The Hail team is invested in improving both scalability and efficiency. We believe that this is necessary to keep pace with growing genomic datasets.

How do I get started with Hail?

Hail can be run on multiple computational platforms:

Laptop. It’s easy to run Hail on a single machine, like a laptop, for small data. It’s easy to use a laptop to build and test analyses before running them on a full dataset on the cloud.

Cloud. Hail installations come bundled with a tool (hailctl dataproc ) that can be used to manage Hail clusters running on Google Dataproc on Google Cloud Platform (GCP). Hail can also run on Google Cloud with Terra, as well as on Amazon Web Services (AWS) and Microsoft Azure using community-built tooling.

Head to the Installation page to get started.

More functions, and how-to guides are available in the Hail documentation.

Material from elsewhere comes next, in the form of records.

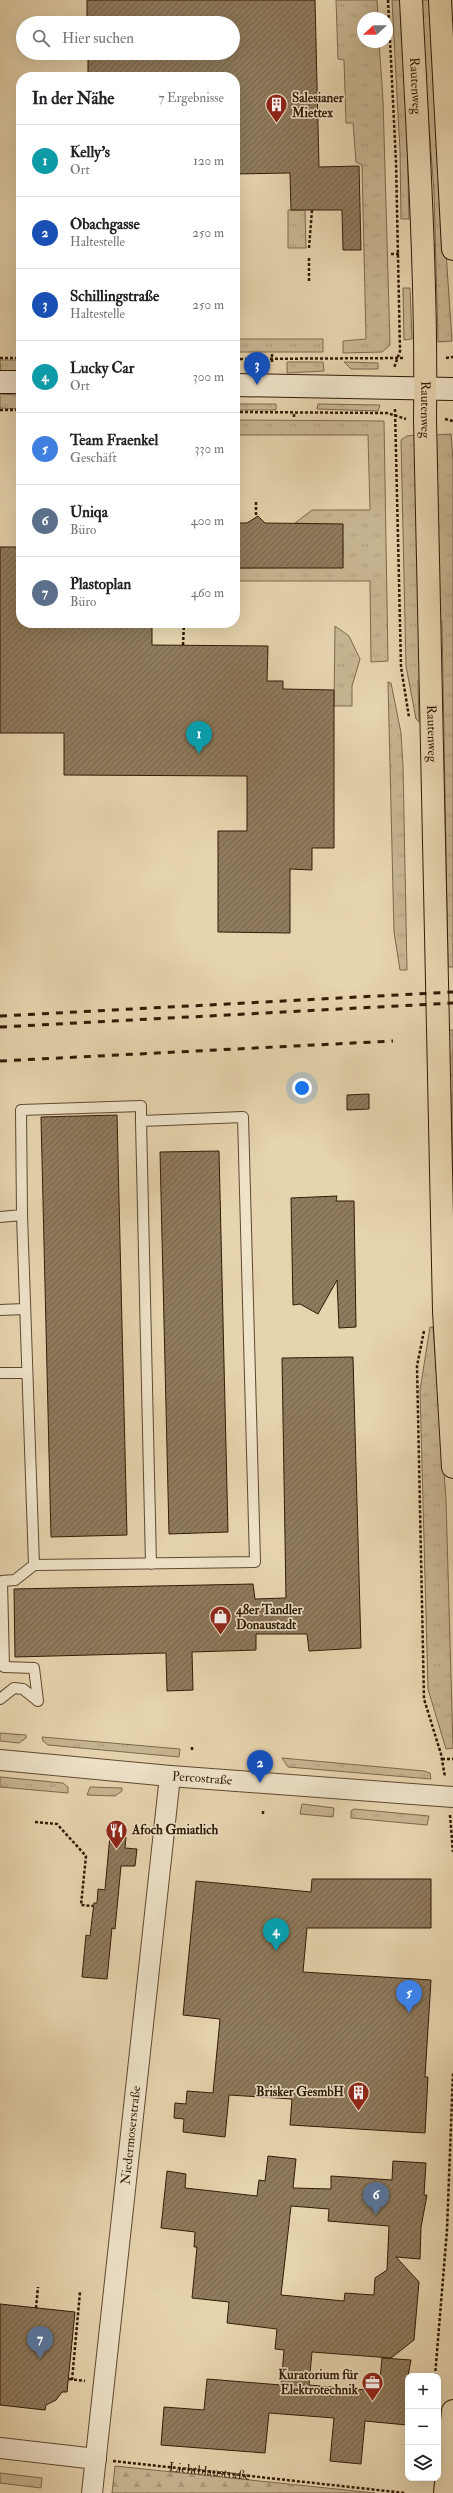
<!DOCTYPE html>
<html lang="de">
<head>
<meta charset="utf-8">
<style>
	:root { --surface:#fff; --page:#f6f6f6; --text:#202124; --muted:#757577; --line:#e0e0e0; --accent:#0b8043 }
	body { margin:0; font-family:"IM FELL Double Pica",serif; background:var(--page); color:var(--text) }
	.controls { position:absolute; right:12px; bottom:12px; display:grid; overflow:hidden; border-radius:8px; box-shadow:0 4px 16px #0002 }
	.controls button { width:36px; height:36px; display:grid; place-items:center; padding:0; border:0; border-bottom:1px solid var(--line); background:var(--surface); color:var(--text); font:20px sans-serif }
	.compass { position:absolute; left:357px; top:12px; width:36px; height:36px; border-radius:50%; background:var(--surface); box-shadow:0 4px 16px #0002; rotate:249deg }
	.you { position:absolute; left:302px; top:1088px; width:14px; height:14px; margin:-10px; border:3px solid #fff; border-radius:50%; background:#1a73e8; box-shadow:0 0 0 6px #1a73e833 }
	.badge { display:grid; place-items:center; width:26px; height:26px; border-radius:50%; background:var(--accent); color:#fff; font-size:13px; font-weight:700 }
	.pin { position:absolute; translate:-50% -33px; filter:drop-shadow(0 1px 2px #0008) }
	.pin::after { content:''; position:absolute; top:21px; width:14px; height:12px; background:inherit; clip-path:polygon(0 0,100% 0,50% 100%) }
	.list { margin:0; padding:0; list-style:none }
	h2 { display:flex; justify-content:space-between; align-items:center; height:52px; margin:0; padding:0 16px; font-size:17px }
	h2 small { font-size:13px; font-weight:400; color:var(--muted) }
	.list li { display:grid; grid-template-columns:26px 1fr auto; gap:12px; align-items:center; box-sizing:border-box; height:72px; padding:0 16px; border-top:1px solid var(--line) }
	.list b { display:block; font-size:15px; white-space:nowrap }
	.list p { margin:0; font-size:13px; white-space:nowrap; color:var(--muted) }
	.list em { font-size:13px; font-style:normal; color:var(--muted) }
	.icon { flex:none; width:22px; height:22px; fill:none; stroke:currentColor; stroke-width:2; stroke-linecap:round; stroke-linejoin:round }
	.map { position:relative; flex:none; width:453px; height:2493px; overflow:hidden }
	.search { position:absolute; background:var(--surface); box-shadow:0 4px 16px #0002; left:16px; top:16px; width:224px; height:44px; display:flex; align-items:center; gap:10px; box-sizing:border-box; padding:0 14px; border-radius:22px; color:var(--muted); font-size:15px }
	.panel { position:absolute; background:var(--surface); box-shadow:0 4px 16px #0002; left:16px; top:72px; width:224px; height:556px; border-radius:16px }
	.map>svg:first-child { display:block }
	.grass { fill:url(#grass-tufts); stroke:#7c684c }
	.forest { fill:url(#forest-firs); stroke:#7c684c }
	.building { fill:url(#building-hatch); stroke:#311b06; fill-rule:evenodd }
	.lines { fill:none; stroke-linecap:round; stroke-linejoin:round }
	.lane-casing { stroke:#5e4930; stroke-width:12 }
	.street-casing { stroke:#5e4930; stroke-width:22 }
	.secondary-casing { stroke:#311b06; stroke-width:24 }
	.primary-casing { stroke:#311b06; stroke-width:24 }
	.path { stroke:#311b06; stroke-width:2.5; stroke-dasharray:3 2; stroke-linecap:butt }
	.lane { stroke:#efe3ca; stroke-width:10 }
	.street { stroke:#efe3ca; stroke-width:20 }
	.secondary { stroke:#efe3ca; stroke-width:22 }
	.primary { stroke:#e6d4ae; stroke-width:22 }
	.rail { stroke:#311b06; stroke-width:3; stroke-dasharray:7 7; stroke-linecap:butt }
	.labels { text-anchor:middle; dominant-baseline:central; stroke-width:3; stroke-linejoin:round; paint-order:stroke }
	.street-label { font-size:13px; fill:#311b06; stroke:#efe3ca }
	.poi-label { font-size:13px; font-weight:bold; fill:#311b06; stroke:#efe3ca; text-anchor:start }
</style>
</head>
<body>
<div class="map">
<svg width="453" height="2493" viewBox="0 0 453 2493">
	<defs>
		<pattern id="grass-tufts" width="24" height="20" patternUnits="userSpaceOnUse"><rect width="24" height="20" fill="#c7b591"/><path d="M3 7l-1-3M5 7V3M7 7l1-3M15 17l-1-3M17 17v-4M19 17l1-3" fill="none" stroke="#ab9b7c"/></pattern>
		<pattern id="forest-firs" width="22" height="20" patternUnits="userSpaceOnUse"><rect width="22" height="20" fill="#c7b591"/><path d="M5 1l3.5 6h-7zM16 11l3.5 6h-7z" fill="#ab9b7c"/></pattern>
		<pattern id="building-hatch" width="6" height="6" patternUnits="userSpaceOnUse"><rect width="6" height="6" fill="#8f7b5d"/><path d="M-1 1l2-2M0 6l6-6M5 7l2-2" fill="none" stroke="#75644b"/></pattern>
	</defs>
	<rect width="100%" height="100%" fill="#e6d4ae"/>
	<filter id="stains"><feTurbulence type="fractalNoise" baseFrequency=".005" numOctaves="4"/><feColorMatrix values="0 0 0 0 .2 0 0 0 0 .09 0 0 0 0 .02 0 0 0 .5 -.17"/></filter>
	<radialGradient id="worn" r=".72"><stop offset=".6" stop-color="#630" stop-opacity="0"/><stop offset="1" stop-color="#630" stop-opacity=".3"/></radialGradient>
	<path class="grass" d="M336,0H377L378,18H363V42H379L383,100L390,345L382,352L343,353V341L366,339L362,165L356,162L353,123H346L344,60L338,59Z
		M392,0H400L405,57L409,219H401L400,151Z
		M419,0H429L452,341L438,342L434,191Z
		M288,210H305L306,248H288Z
		M403,288H410L412,339L404,340Z
		M235,339H323V352H235Z
		M0,360H21L19,373L1,372Z
		M287,362H323L324,371L287,373Z
		M344,362L378,363V369H351Z
		M0,394L18,395L21,409L0,408Z
		M235,404H276V410H235Z
		M318,404L380,405L378,411L317,409Z
		M235,420L384,421L388,661L371,662L370,581H235V568L341,567L343,554L342,525L295,523L312,510H370L368,435H235Z
		M451,434L453,461V967H448L442,621H438L434,435Z
		M416,435L421,680H418L419,722L416,719L406,666L401,440L407,436Z
		M335,626L349,636L360,659L352,686V706H334Z
		M388,682L391,683L401,733L403,766L407,970H400L394,932Z
		M449,1030H453V1187Z
		M430,1327H433L446,1499L453,1748L446,1749L428,1689L420,1390Z
		M0,1733L26,1735V1738L19,1743L0,1741Z
		M42,1737L180,1749L179,1757L48,1745L43,1741Z
		M282,1758L424,1771L430,1773L431,1779L288,1767Z
		M0,1777L63,1783L68,1787V1793L0,1787Z
		M90,1787L122,1788V1791L115,1796L87,1795Z
		M302,1804L334,1808L333,1817L300,1814Z
		M354,1809L429,1816L427,1825L351,1818V1811Z
		M0,2473L42,2478L41,2488L0,2483Z"/>
	<path class="forest" d="M115,2466L375,2493H112Z"/>
	<path class="building" d="M87,0H315L319,167L359,166L361,250H343L342,210H291L290,173L235,174V77H88V53H233V23H87Z
		M258,516L265,523L343,524V568H235V523H247Z
		M0,547H21V623H152V645L268,646L267,681H283V689L334,690V848H312V870L290,869V933L218,932V831H247V776L64,775V733H0Z
		M369,1094V1109L347,1110V1095Z
		M117,1115L127,1535L51,1537L41,1117Z
		M219,1151L228,1532L169,1534L160,1152Z
		M337,1196L336,1201H354L356,1327L339,1328L337,1280L318,1314L300,1304L293,1305L291,1198Z
		M353,1357L361,1648L309,1651L307,1634H256V1650L192,1652L193,1690L167,1691L166,1653L15,1657L14,1589L253,1584L255,1599L286,1598L282,1358Z
		M110,1835L126,1837L125,1848L137,1849L135,1866H121L115,1929L112,1928L107,1979L82,1977L86,1935L90,1936L94,1903H97L98,1889L105,1890Z
		M312,1879H431V1928H307L303,1972L431,1980L425,2077H428L425,2133L290,2125L292,2099L229,2095L225,2137L183,2132L184,2119L174,2118L175,2103L186,2104L187,2091L213,2093L220,2019L183,2015L196,1881L311,1892Z
		M268,2156L296,2159L293,2188L331,2189V2176L392,2180L393,2161L426,2163L424,2195H427L421,2227L420,2259L396,2257L419,2282L414,2340L391,2358L312,2352L309,2385L379,2391L382,2358L411,2360L408,2376L407,2425L365,2421L361,2464L330,2461L334,2418L269,2413L265,2453L161,2445L164,2407L204,2410L207,2379L281,2385L284,2350L275,2349L277,2329L227,2323L229,2302L192,2298L197,2247H194L195,2232L161,2228L167,2171L186,2174L185,2188L257,2196L259,2180L265,2181ZM291,2206L329,2209L328,2221L389,2226L387,2270L375,2278L374,2295L345,2293L344,2301L281,2295Z
		M0,2304L75,2312L67,2392H62L56,2400L46,2405L45,2410L0,2405Z"/>
	<g class="lines">
		<defs>
			<path id="lane" d="M0,1217L22,1215
				M0,1310L25,1309
				M0,1373H27
				M34,1565L22,1215L21,1110L141,1106V1121
				M0,1699L14,1688L23,1689L38,1701
				M38,1701L34,1668L4,1667L2,1581L15,1580L34,1565L255,1562L243,1117L141,1121L151,1564"/>
			<g id="street">
				<path id="s2" d="M0,1760L170,1776L453,1797"/>
				<path d="M0,2448L96,2459"/>
				<path id="s3" d="M92,2493L170,1776"/>
			</g>
			<path id="secondary" d="M0,382H21
				M235,385L453,389"/>
			<g id="primary">
				<path id="s4" d="M411,0C418,140 427,280 425,419L444,1311L453,1467"/>
				<path d="M440,0L453,249"/>
				<path d="M445,2493L453,2411"/>
			</g>
		</defs>
		<use href="#lane" class="lane-casing"/>
		<use href="#street" class="street-casing"/>
		<use href="#secondary" class="secondary-casing"/>
		<use href="#primary" class="primary-casing"/>
		<g class="path">
			<path d="M388,0L396,162L400,351L394,368"/>
			<path d="M309,248L312,210"/>
			<path d="M391,254H399"/>
			<path d="M309,258V283"/>
			<path d="M272,354V362"/>
			<path d="M0,358H21"/>
			<path d="M446,358L453,357"/>
			<path d="M235,359L405,358"/>
			<path d="M395,409L401,667L409,717"/>
			<path d="M0,410H21"/>
			<path d="M235,412L387,413L406,419"/>
			<path d="M294,417V412"/>
			<path d="M445,419L453,421"/>
			<path d="M256,502V517"/>
			<path d="M183,645L184,623"/>
			<path d="M424,1331L417,1366L424,1699L441,1754L445,1777"/>
			<path d="M192,1750V1747"/>
			<path d="M442,1759H453"/>
			<path d="M263,1814V1810"/>
			<path d="M450,1815L453,1852"/>
			<path d="M35,1822L57,1824L86,1856L81,1905L93,1906"/>
			<path d="M36,2308L38,2287"/>
			<path d="M435,2376L447,2230L453,2073"/>
			<path d="M69,2379L85,2381"/>
			<path d="M72,2380L80,2292"/>
			<path id="s1" d="M113,2461L405,2493"/>
		</g>
		<use href="#lane" class="lane"/>
		<use href="#street" class="street"/>
		<use href="#secondary" class="secondary"/>
		<use href="#primary" class="primary"/>
		<path class="rail" d="M0,1016L453,992
			M0,1027L453,1003
			M0,1061L393,1041"/>
	</g>
	<defs>
		<symbol id="building-pin" viewBox="-11 -11 22 30"><path d="M0 17L-7.5 6A9.5 9.5 0 1 1 7.5 6Z" fill="#8f2418" stroke="#efe3ca"/><path d="M-4-6H4V6H1V3H-1V6H-4ZM-2.5-4.3h1.7v1.8h-1.7ZM.8-4.3h1.7v1.8H.8ZM-2.5-1h1.7V.8h-1.7ZM.8-1h1.7V.8H.8Z" fill="#fff"/></symbol>
		<symbol id="shop-pin" viewBox="-11 -11 22 30"><path d="M0 17L-7.5 6A9.5 9.5 0 1 1 7.5 6Z" fill="#8f2418" stroke="#efe3ca"/><path d="M-5-2.5h2.3a2.7 3.5 0 0 1 5.4 0H5L5.5 6h-11ZM-1.5-2.5h3a1.5 2.3 0 0 0-3 0Z" fill="#fff"/></symbol>
		<symbol id="restaurant-pin" viewBox="-11 -11 22 30"><path d="M0 17L-7.5 6A9.5 9.5 0 1 1 7.5 6Z" fill="#8f2418" stroke="#efe3ca"/><path d="M-5-6h1v4h1v-4h1v4h1v-4h1v5L-1.5 .5V6h-2V.5L-5-1ZM5-6V6H3V1.5H1.5Q1.5-4 5-6Z" fill="#fff"/></symbol>
		<symbol id="office-pin" viewBox="-11 -11 22 30"><path d="M0 17L-7.5 6A9.5 9.5 0 1 1 7.5 6Z" fill="#8f2418" stroke="#efe3ca"/><path d="M-6-3h4V-5.5h4V-3h4V5H-6ZM-1-4.5V-3h2v-1.5ZM-6 0V1H6V0Z" fill="#fff"/></symbol>
	</defs>
	<g fill-rule="evenodd">
		<use href="#building-pin" x="264" y="92" width="25" height="34"/>
		<use href="#shop-pin" x="208" y="1604" width="25" height="34"/>
		<use href="#restaurant-pin" x="104" y="1818" width="25" height="34"/>
		<use href="#building-pin" x="346" y="2080" width="25" height="34"/>
		<use href="#office-pin" x="360" y="2370" width="25" height="34"/>
	</g>
	<g class="labels">
		<g class="street-label">
			<text stroke="none"><textPath href="#s4" startOffset="86">Rautenweg</textPath></text>
			<text stroke="none"><textPath href="#s4" startOffset="410">Rautenweg</textPath></text>
			<text stroke="none"><textPath href="#s4" startOffset="734">Rautenweg</textPath></text>
			<text stroke="none"><textPath href="#s2" startOffset="203">Percostraße</textPath></text>
			<text stroke="none"><textPath href="#s3" startOffset="360">Niedermoserstraße</textPath></text>
			<text stroke="none"><textPath href="#s1" startOffset="97">Lichtblaustraße</textPath></text>
		</g>
		<g class="poi-label">
			<text x="292" y="98">Salesianer<tspan x="292" dy="15">Miettex</tspan></text>
			<text x="236" y="1610">48er Tandler<tspan x="236" dy="15">Donaustadt</tspan></text>
			<text x="132" y="1830">Afoch Gmiatlich</text>
			<text x="344" y="2092" text-anchor="end">Brisker GesmbH</text>
			<text x="358" y="2375" text-anchor="end">Kuratorium für<tspan x="358" dy="15">Elektrotechnik</tspan></text>
		</g>
	</g>
	<rect width="100%" height="100%" filter="url(#stains)"/>
	<rect width="100%" height="100%" fill="url(#worn)"/>
</svg>
<div class="controls">
<button>+</button>
<button>−</button>
<button><svg class="icon" aria-label="layers" viewBox="0 0 24 24"><path d="M12 4l9 5-9 5-9-5zM3 14l9 5 9-5"/></svg></button>
</div>
<svg class="compass" viewBox="-18 -18 36 36"><path d="M0-13l5 13h-10z" fill="#e53935"/><path d="M0 13l5-13h-10z" fill="#757577"/></svg>
<div class="you"></div>
<div class="pin badge" style="left:199px;top:754px;background:#0f9aa8">1</div>
<div class="pin badge" style="left:260px;top:1783px;background:#1a4fb4">2</div>
<div class="pin badge" style="left:257px;top:385px;background:#1a4fb4">3</div>
<div class="pin badge" style="left:276px;top:1951px;background:#0f9aa8">4</div>
<div class="pin badge" style="left:409px;top:2013px;background:#3f7fe0">5</div>
<div class="pin badge" style="left:376px;top:2215px;background:#5c6f8a">6</div>
<div class="pin badge" style="left:40px;top:2359px;background:#5c6f8a">7</div>
<div class="search"><svg class="icon" aria-label="search" viewBox="0 0 24 24"><circle cx="10" cy="10" r="6"/><path d="M15 15l6 6"/></svg>Hier suchen</div>
<section class="panel">
<h2>In der Nähe<small>7 Ergebnisse</small></h2>
<ul class="list">
<li><span class="badge" style="background:#0f9aa8">1</span><div><b>Kelly's</b><p>Ort</p></div><em>120 m</em></li>
<li><span class="badge" style="background:#1a4fb4">2</span><div><b>Obachgasse</b><p>Haltestelle</p></div><em>250 m</em></li>
<li><span class="badge" style="background:#1a4fb4">3</span><div><b>Schillingstraße</b><p>Haltestelle</p></div><em>250 m</em></li>
<li><span class="badge" style="background:#0f9aa8">4</span><div><b>Lucky Car</b><p>Ort</p></div><em>300 m</em></li>
<li><span class="badge" style="background:#3f7fe0">5</span><div><b>Team Fraenkel</b><p>Geschäft</p></div><em>330 m</em></li>
<li><span class="badge" style="background:#5c6f8a">6</span><div><b>Uniqa</b><p>Büro</p></div><em>400 m</em></li>
<li><span class="badge" style="background:#5c6f8a">7</span><div><b>Plastoplan</b><p>Büro</p></div><em>460 m</em></li>
</ul>
</section>
</div>
</body>
</html>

What has Hail produced (so far)?

Hail has seen robust adoption in academia and industry by enabling those without the expertise in parallel computing to flexibly, efficiently, and interactively analyze large genomic datasets. In the past few years, Hail has been the analytical engine behind dozens of studies, ranging from large-scale projects such as the Genome Aggregation Database (gnomAD), the Neale lab’s UK Biobank rapid-GWAS, and most recently, the driving force in the Pan-ancestry genetic analysis of the UK Biobank (Pan-UKBB).

To date, more than 50 publications have cited Hail in published research, and the Hail Python package has been downloaded from the Python Package Index more than 140,000 times.

Words used in the abstracts of 50 published articles citing Hail.